Records supplied section start

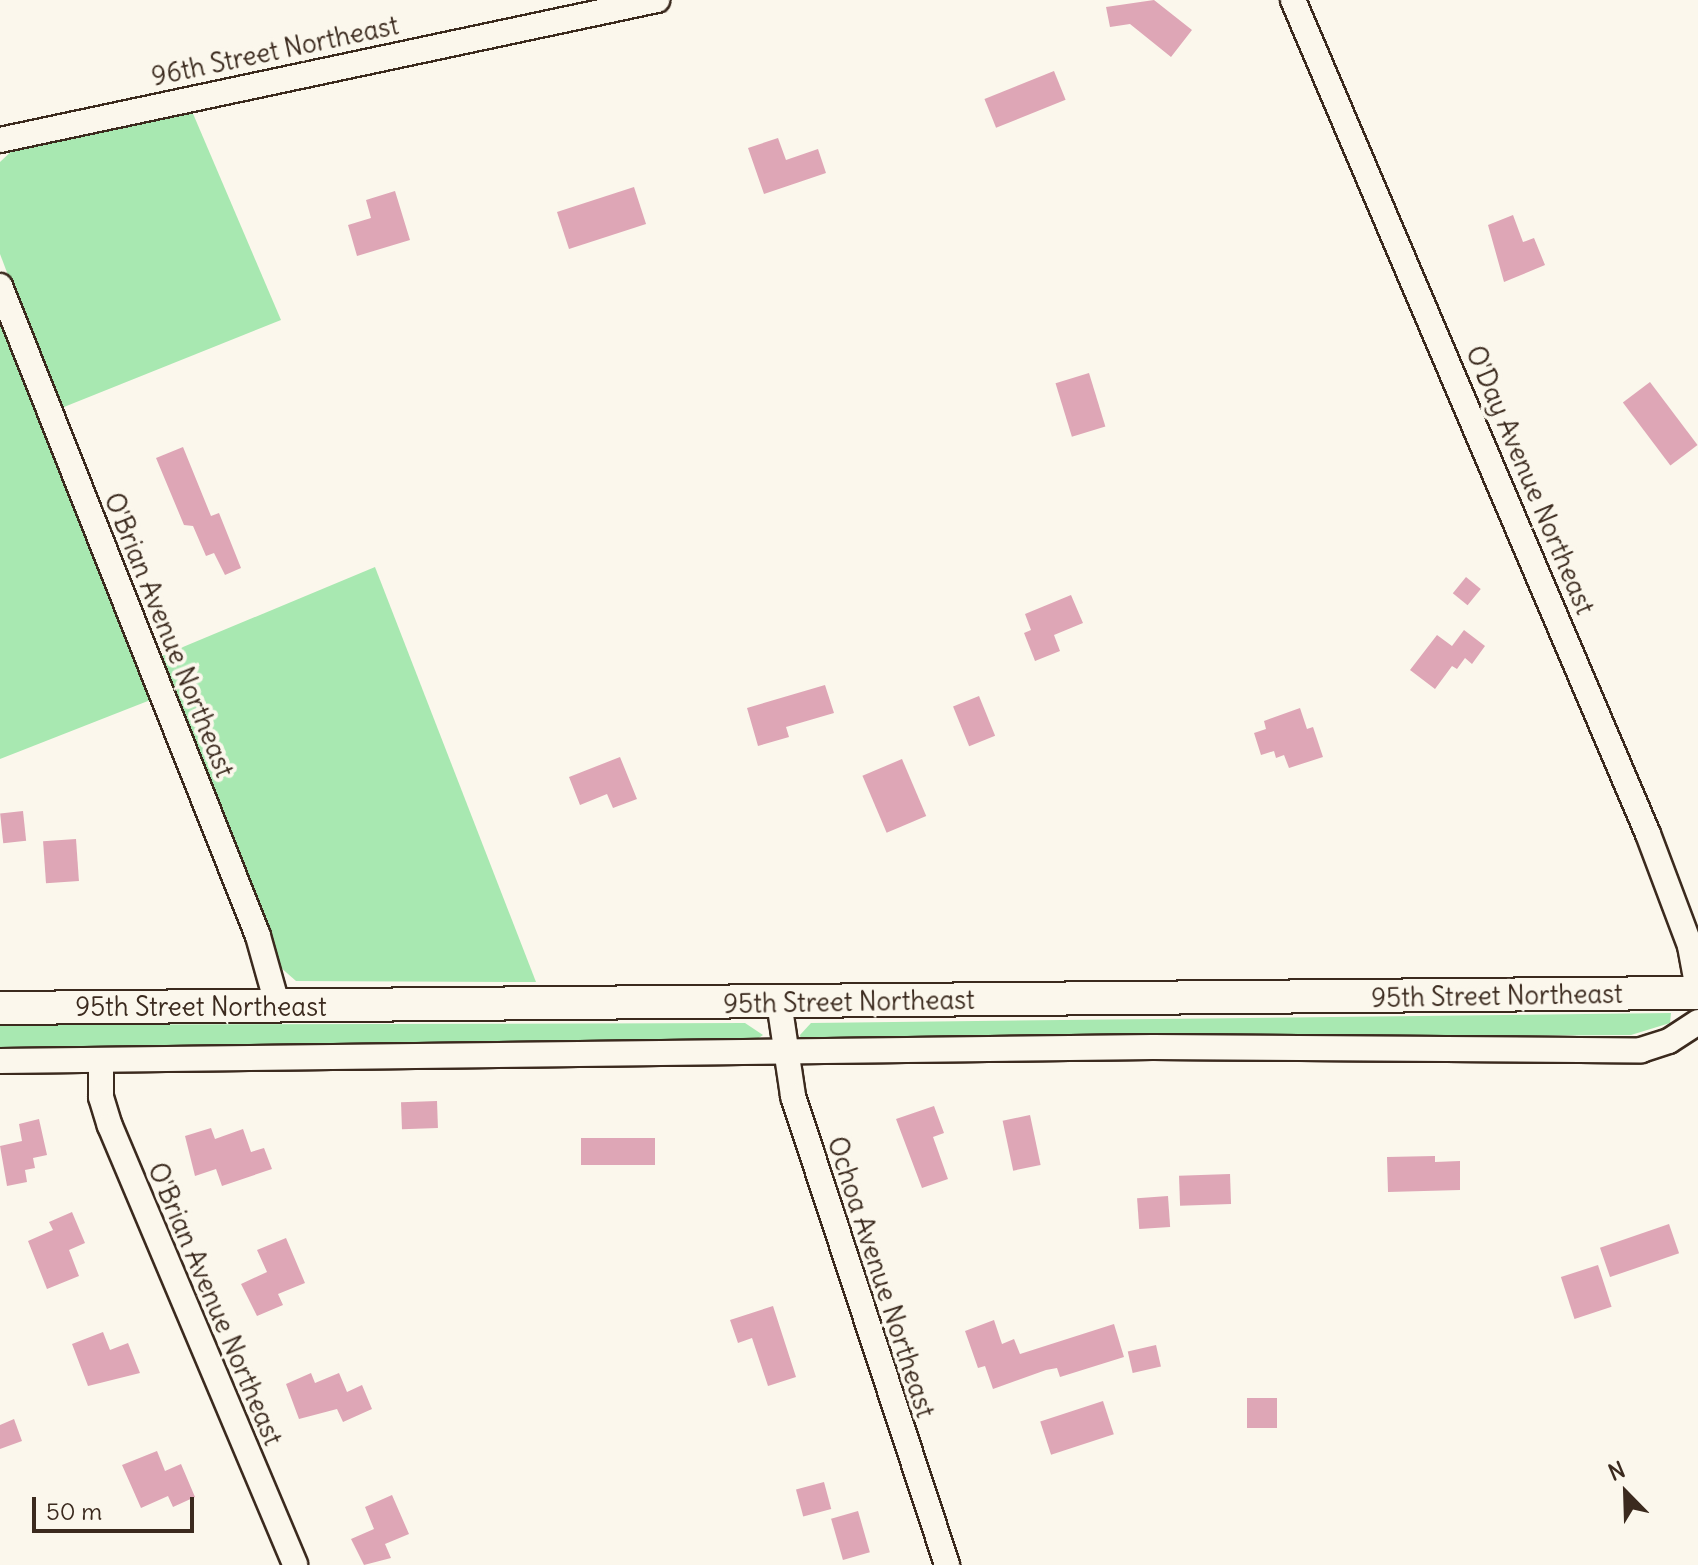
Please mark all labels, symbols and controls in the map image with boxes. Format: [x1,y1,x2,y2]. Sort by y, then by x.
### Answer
street label: 96th Street Northeast [149,10,401,92]
street label: O'Day Avenue Northeast [1459,341,1601,619]
street label: O'Brian Avenue Northeast [98,488,240,782]
street label: 95th Street Northeast [1371,978,1623,1014]
street label: 95th Street Northeast [723,984,975,1020]
street label: 95th Street Northeast [75,991,327,1023]
street label: Ochoa Avenue Northeast [821,1133,941,1421]
street label: O'Brian Avenue Northeast [141,1158,289,1450]
north arrow [1586,1453,1666,1533]
text: N [1604,1455,1629,1487]
scale bar [36,1481,198,1531]
text: 50 m [46,1496,102,1526]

Records supplied section end

Prompt ::
Output the data above in full. Skip every picture.

Task solution ::
Please mark all labels, symbols and controls in the map image with boxes. Format: [x1,y1,x2,y2]. Sort by y, then by x.
### Answer
street label: 96th Street Northeast [149,10,401,92]
street label: O'Day Avenue Northeast [1459,341,1601,619]
street label: O'Brian Avenue Northeast [98,488,240,782]
street label: 95th Street Northeast [1371,978,1623,1014]
street label: 95th Street Northeast [723,984,975,1020]
street label: 95th Street Northeast [75,991,327,1023]
street label: Ochoa Avenue Northeast [821,1133,941,1421]
street label: O'Brian Avenue Northeast [141,1158,289,1450]
north arrow [1586,1453,1666,1533]
text: N [1604,1455,1629,1487]
scale bar [36,1481,198,1531]
text: 50 m [46,1496,102,1526]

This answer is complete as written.